Planning for rising health care costs
When it comes to health care, these are uncertain times. And that’s not only because of questions caused by the ongoing health care debate. There’s also the matter of rising health care costs in premiums and deductibles. From 2011 to 2016, for example, the average deductible for plans covering one person rose 63 percent. Annual premiums reached an average of $18,142 per family in 2016, including both the employer and employee’s share, up three percent from the year before.
There’s a way you can hedge against health care uncertainty
A hedge is a way to protect or defend yourself against financial loss. Supplemental insurance policies can function as a hedge by helping to protect against possible health-related charges that aren’t covered by your current insurance. The fact is, if you or a family member experiences a serious illness or accident, your insurance might not pay for all the costs incurred. Supplemental insurance can help cover a wide variety of personal health care costs, including everything from X-rays to transportation for a companion, depending on the plan. Plus, the money is paid to you directly, rather than going to doctors or hospitals first.
What types of supplemental coverage are available?
Accident insurance pays out money you can use to protect yourself and your family in case of a serious mishap, covering services like physical therapy, fractures and doctor visits. Hospital indemnity policies help pay for bills not covered by standard medical plans, often including a wide range of expenses, from hospital stays to diagnostic tests. One study found that, even with insurance, the average hospital stay costs over $1,000 in out-of-pocket expenses. Without insurance, the costs are huge, with a typical three-day hospital stay costing $30,000.5 Think of all the things you could buy with that money.
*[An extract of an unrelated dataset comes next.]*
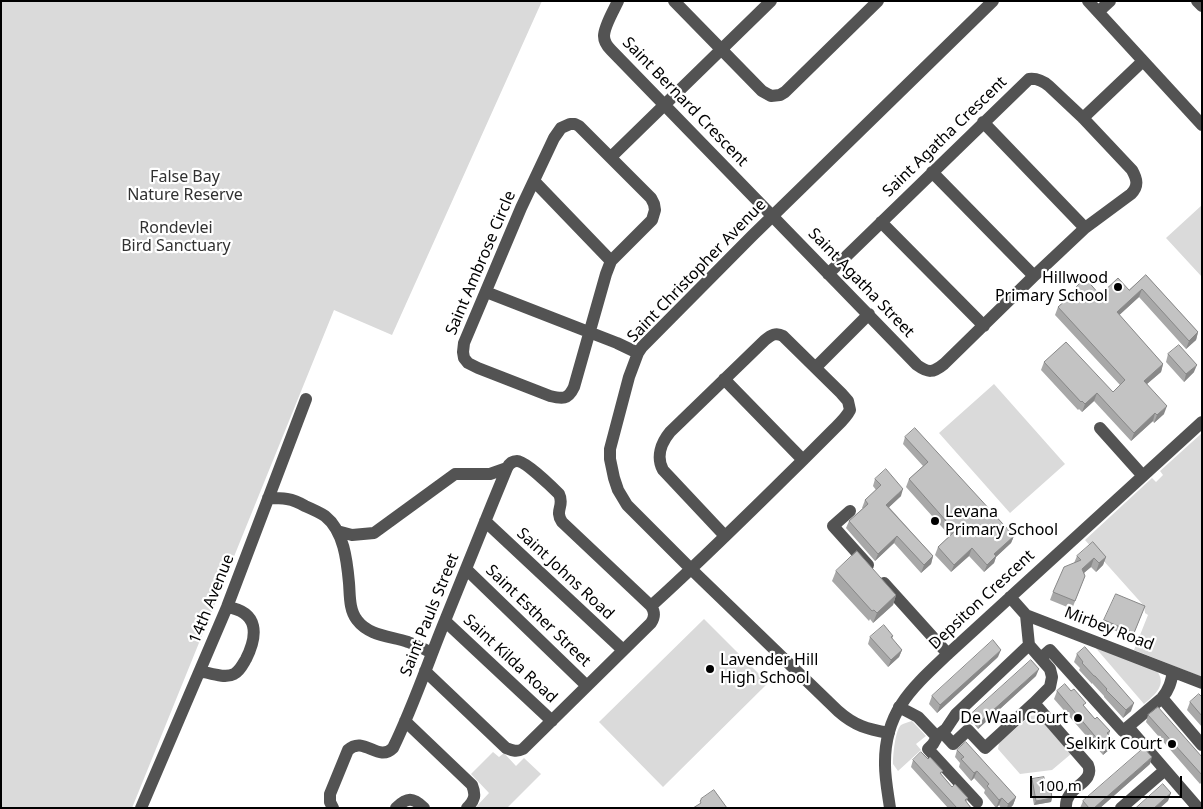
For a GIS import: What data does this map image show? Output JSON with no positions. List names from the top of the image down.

Given that 15 million American adults (ages 19-64) will use up all their savings to pay medical bills, it’s important to have coverage that can help you keep your savings intact. Critical illness insurance targets expenses for conditions like a heart attack or stroke, which, in addition to being life-threatening, can be financially draining without the right protection. Coverage under cancer insurance policies begins with your diagnosis and continues through your recovery. As with critical illness, cancer, which occurs at a rate of 33 percent in the U.S., specifically increases your chances of bankruptcy by a factor of 3. You can read more about the risks and costs of these medical conditions here.
Supplemental insurance coverage is well-suited for those with high-deductible plans. In 2018, the minimum annual deductible for these plans will be pegged at $1,350 for individuals and $2,700 for families.6 Your deductible could be a lot more. While health savings accounts (HSAs) were implemented to help manage the out-of-pocket costs of high-deductible plans, they do not address the concern of cash flow: You may need to come up with a lump sum to cover a single event, such as an accident or something that requires a hospital stay.
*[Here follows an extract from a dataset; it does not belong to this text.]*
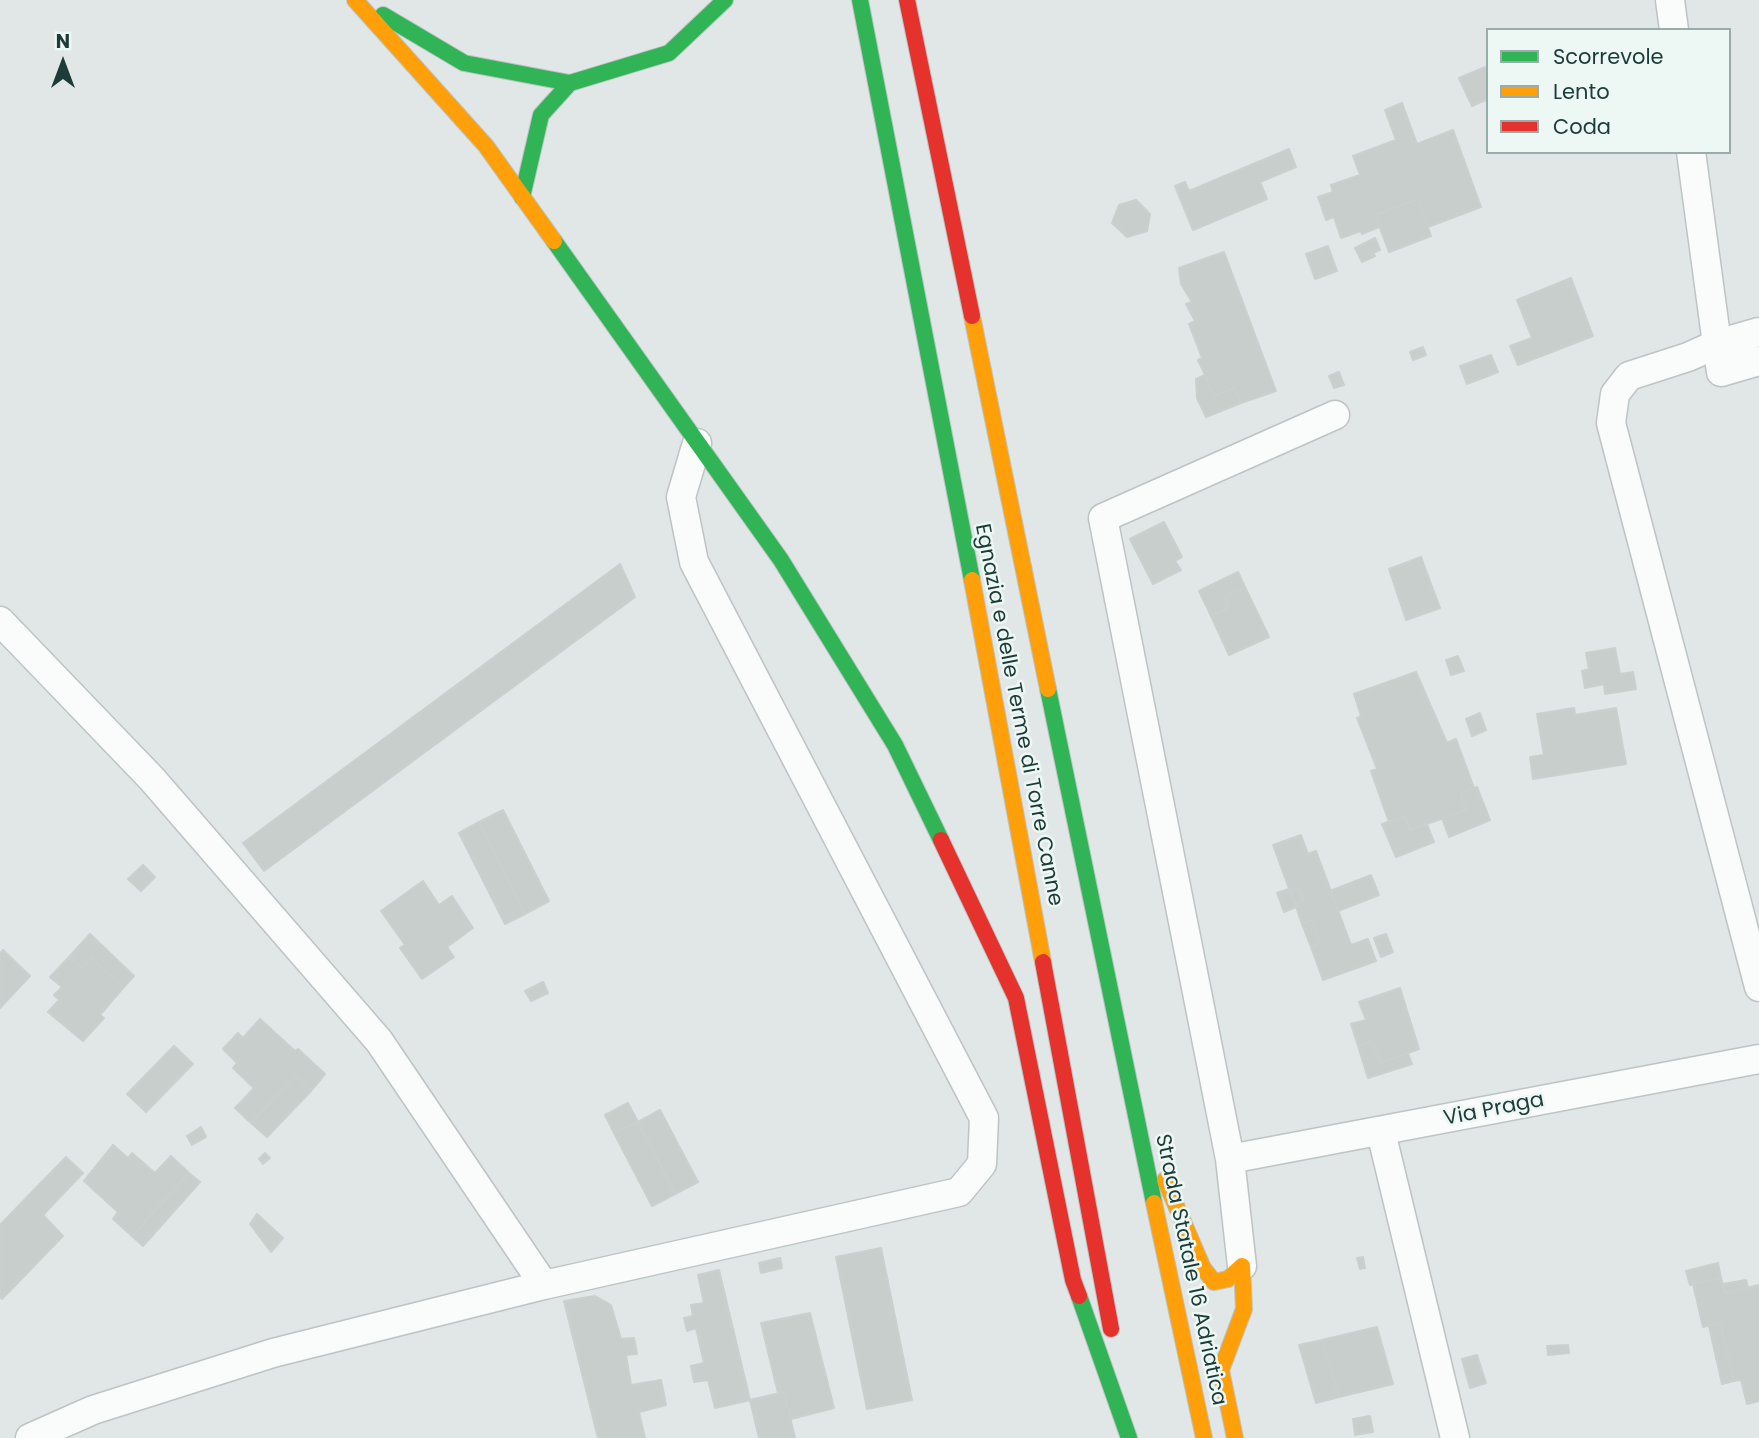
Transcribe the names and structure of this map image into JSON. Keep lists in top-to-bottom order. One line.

With an HSA, your account may be underfunded, and you may have to deduct more from your paycheck to cover the balance. But with supplemental coverage, as long as you keep up with your monthly premium payments, you can be directly reimbursed for the full cost of care.
The health care world is in the midst of a tumultuous period — and it’s likely to remain volatile for a while. Supplemental coverage is one way to help protect yourself and your family in case you face a health crisis and unanticipated health care costs, even in these uncertain times.7 More and more companies are offering supplemental insurance options as a voluntary benefit, which means you pay all or part of the cost of coverage, but benefit from lower rates. Check with your employer or HR rep to find out what kinds of insurance you can opt into, or look for providers that will sell directly to you.